1- The physical and psychological damages that Mr. Eljahmi had endured are very severe and possibly permanent that he might never recover from and could cost him his life (GOD forbid). He was sentenced to a slow death by denying him medical care for his ailments and drugging him with all sorts of medications that affected his brain function and well-being. This is how the Libyan government treated Mr. Eljahmi. So, releasing him at this stage should not be considered as a good gesture from the gaddafi regime because the man’s life has been destroyed already! and gaddafi is the one to blame.

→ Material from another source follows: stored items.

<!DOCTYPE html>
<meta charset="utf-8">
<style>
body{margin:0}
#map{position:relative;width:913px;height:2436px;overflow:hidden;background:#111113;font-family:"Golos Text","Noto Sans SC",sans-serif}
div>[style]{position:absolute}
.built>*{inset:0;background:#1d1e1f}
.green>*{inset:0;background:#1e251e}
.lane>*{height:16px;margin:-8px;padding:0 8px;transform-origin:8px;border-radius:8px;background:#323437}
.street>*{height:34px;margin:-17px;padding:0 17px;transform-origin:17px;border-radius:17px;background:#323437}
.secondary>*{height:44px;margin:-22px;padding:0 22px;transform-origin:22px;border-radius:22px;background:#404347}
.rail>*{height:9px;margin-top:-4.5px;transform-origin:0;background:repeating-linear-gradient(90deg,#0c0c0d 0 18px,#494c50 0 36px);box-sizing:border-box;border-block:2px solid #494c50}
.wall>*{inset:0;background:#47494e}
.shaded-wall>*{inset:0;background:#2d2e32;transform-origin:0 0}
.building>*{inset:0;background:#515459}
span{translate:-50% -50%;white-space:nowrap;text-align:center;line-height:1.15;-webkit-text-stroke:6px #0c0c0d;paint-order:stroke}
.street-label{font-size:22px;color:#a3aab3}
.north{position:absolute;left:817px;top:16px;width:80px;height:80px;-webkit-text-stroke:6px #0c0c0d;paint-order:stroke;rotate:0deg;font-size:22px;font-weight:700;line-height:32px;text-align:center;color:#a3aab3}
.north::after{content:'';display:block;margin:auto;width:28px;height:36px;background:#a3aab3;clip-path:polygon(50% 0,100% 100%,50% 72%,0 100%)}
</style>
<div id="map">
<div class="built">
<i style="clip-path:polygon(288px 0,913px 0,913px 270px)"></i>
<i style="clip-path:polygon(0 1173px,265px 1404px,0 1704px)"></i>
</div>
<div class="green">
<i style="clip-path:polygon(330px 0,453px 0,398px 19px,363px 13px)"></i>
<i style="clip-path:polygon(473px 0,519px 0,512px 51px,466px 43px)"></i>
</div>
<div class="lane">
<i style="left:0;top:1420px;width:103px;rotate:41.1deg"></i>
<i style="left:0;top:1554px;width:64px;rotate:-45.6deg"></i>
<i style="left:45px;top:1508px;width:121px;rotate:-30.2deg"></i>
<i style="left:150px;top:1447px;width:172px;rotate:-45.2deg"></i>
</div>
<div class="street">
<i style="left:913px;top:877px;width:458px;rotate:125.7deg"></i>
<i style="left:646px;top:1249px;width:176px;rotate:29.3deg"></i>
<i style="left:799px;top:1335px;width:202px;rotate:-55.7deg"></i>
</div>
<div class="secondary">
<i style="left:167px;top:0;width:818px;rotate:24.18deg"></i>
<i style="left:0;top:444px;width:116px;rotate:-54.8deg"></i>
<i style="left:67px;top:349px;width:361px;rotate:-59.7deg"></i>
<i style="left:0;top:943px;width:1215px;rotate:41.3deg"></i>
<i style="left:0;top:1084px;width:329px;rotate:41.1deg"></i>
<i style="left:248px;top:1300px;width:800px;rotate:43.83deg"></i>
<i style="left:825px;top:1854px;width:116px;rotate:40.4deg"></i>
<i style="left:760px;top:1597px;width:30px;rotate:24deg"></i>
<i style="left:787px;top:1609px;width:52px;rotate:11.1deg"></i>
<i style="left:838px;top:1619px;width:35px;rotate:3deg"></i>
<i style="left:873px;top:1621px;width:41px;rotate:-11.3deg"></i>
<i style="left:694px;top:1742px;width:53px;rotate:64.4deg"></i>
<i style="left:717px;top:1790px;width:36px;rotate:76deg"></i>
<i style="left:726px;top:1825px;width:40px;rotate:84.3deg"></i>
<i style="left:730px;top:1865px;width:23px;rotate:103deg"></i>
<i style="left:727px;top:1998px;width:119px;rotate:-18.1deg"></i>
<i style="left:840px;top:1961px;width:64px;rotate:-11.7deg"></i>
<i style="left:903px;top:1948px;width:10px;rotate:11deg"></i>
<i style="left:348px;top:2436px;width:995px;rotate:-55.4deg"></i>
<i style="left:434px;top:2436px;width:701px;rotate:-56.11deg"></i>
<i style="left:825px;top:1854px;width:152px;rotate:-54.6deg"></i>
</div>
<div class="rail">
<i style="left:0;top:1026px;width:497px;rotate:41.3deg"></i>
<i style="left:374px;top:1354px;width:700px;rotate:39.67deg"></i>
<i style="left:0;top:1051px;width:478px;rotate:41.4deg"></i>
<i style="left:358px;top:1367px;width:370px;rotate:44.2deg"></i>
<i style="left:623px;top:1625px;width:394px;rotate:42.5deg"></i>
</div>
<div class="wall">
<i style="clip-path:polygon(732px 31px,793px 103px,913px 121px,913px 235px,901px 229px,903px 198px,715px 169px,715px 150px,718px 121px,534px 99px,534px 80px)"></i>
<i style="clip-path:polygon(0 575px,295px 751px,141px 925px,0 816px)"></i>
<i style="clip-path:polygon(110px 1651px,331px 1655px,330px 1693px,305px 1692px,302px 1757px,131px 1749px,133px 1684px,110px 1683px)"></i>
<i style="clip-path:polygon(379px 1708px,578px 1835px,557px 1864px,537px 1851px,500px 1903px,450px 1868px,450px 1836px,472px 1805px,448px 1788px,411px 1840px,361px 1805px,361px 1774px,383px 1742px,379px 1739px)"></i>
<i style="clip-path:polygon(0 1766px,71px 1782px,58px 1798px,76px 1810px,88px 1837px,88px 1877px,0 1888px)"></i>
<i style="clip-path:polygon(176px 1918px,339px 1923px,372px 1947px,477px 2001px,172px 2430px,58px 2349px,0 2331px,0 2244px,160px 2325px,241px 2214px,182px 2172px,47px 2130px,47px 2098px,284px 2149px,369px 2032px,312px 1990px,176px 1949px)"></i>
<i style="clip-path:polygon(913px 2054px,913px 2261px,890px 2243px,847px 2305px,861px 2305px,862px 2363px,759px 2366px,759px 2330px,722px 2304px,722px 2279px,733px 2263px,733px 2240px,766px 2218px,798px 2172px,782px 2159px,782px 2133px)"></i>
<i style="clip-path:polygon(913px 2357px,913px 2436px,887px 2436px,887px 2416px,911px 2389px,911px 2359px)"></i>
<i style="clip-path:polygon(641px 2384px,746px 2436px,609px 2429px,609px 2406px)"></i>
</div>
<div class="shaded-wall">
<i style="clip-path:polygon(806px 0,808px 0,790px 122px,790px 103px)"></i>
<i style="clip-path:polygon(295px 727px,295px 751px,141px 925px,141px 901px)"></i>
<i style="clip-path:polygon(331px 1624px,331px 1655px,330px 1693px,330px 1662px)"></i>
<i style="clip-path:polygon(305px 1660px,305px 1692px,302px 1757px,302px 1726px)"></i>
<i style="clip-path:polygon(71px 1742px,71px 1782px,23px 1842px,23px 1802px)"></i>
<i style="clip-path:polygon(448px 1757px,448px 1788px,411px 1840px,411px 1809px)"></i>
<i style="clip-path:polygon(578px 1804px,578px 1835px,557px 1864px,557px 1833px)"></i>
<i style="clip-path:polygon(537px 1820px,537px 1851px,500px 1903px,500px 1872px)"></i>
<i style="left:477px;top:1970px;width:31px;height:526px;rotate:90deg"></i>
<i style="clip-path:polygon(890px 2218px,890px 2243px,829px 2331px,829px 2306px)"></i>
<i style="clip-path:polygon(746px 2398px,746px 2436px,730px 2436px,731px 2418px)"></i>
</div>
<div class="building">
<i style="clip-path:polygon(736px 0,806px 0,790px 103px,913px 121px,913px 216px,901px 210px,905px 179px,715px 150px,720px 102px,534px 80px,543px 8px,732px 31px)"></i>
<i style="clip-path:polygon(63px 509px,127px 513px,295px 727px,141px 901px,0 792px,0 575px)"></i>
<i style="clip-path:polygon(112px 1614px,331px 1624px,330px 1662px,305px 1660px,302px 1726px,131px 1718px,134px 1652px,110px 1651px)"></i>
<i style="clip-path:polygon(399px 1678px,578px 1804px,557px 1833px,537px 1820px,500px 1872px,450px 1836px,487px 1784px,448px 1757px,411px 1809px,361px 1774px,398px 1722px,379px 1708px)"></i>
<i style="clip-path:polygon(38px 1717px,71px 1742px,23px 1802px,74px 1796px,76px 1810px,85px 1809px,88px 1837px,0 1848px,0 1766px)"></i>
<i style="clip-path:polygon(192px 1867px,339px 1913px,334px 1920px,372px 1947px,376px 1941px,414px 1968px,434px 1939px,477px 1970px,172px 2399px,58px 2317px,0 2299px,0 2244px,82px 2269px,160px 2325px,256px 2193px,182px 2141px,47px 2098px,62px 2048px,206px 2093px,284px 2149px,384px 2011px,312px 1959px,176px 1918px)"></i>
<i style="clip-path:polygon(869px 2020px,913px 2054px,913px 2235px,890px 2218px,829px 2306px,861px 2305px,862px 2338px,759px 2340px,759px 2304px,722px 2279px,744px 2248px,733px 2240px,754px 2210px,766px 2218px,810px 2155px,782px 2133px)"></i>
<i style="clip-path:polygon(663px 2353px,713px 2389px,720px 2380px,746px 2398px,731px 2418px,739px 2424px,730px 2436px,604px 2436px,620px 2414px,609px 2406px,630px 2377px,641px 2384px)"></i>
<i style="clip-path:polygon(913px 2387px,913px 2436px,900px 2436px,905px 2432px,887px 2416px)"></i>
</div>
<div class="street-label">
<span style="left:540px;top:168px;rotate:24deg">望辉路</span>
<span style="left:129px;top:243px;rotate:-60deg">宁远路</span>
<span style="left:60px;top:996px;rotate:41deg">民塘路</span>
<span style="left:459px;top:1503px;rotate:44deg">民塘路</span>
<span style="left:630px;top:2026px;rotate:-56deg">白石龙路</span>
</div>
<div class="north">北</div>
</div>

2- To pressure the gaddafi regime to free Mr. Eljahmi is a great and a noble cause and if he is released that is even better (in fact I am sure he will be released because they know now that he is a helpless man) but … is that good enough? I think it would be a big mistake to weigh future relations with the release of only one political dissident. How many other Eljahmi’s likes are there locked in prisons and tortured, some of whom died, some were killed by the thousands as what happened in abu-sleem massacre 1996.

Perhaps the author of this article and senator Biden don’t know of another jailed Libyan dissident, Dr. Idris Boufayed who announced, with a group of other Libyans, a plan for a peaceful demonstration on February 17, 2007 to commemorate the first anniversary of the killing of 12 demonstrators in Benghazi by security forces. They were all arrested and jailed and he was later sentenced to 25 years in prison. He was a healthy individual but mysteriously became terminally ill with cancer in just few months after he was arrested and was denied medical care till recently after he became gravely ill and after some international Human Rights organizations started calling for his release for humanitarian reasons. Although he was released, he was not allowed to travel abroad to seek medical help since hospitals in Libya could not treat him. So here is another case where this man was indirectly sentenced to slow death by one way or another (I would not rule out deliberate exposure to radioactive materials as a form of punishment). These are just few examples of the brutality of the gaddafi regime against political dissidents.

The bottom line is, if America’s promise is to stand up for champions of freedom the world over, then let's (forget about the Bush administration) hope that the new administration of the white house would honor this promise unconditionally and should never restore any relation with the monstrous regime of gaddafi until ALL political prisoners are freed and drastic changes are implemented in terms of basic Human Rights … Now let’s be realistic again, would gaddafi instigate these changes while still in power…Nah…never…don’t be naïve! This dictator could never be rehabilitated…the evildoer is his character!

Finally, in my honest opinion, I do not think that America will jeopardize its relations (interests) with Libya for the sake of Mr. Eljahmi or other political dissidents. America’s interests are far more important than Human Rights abuses in Libya… and we are witnessing that day by day! This is the sad reality!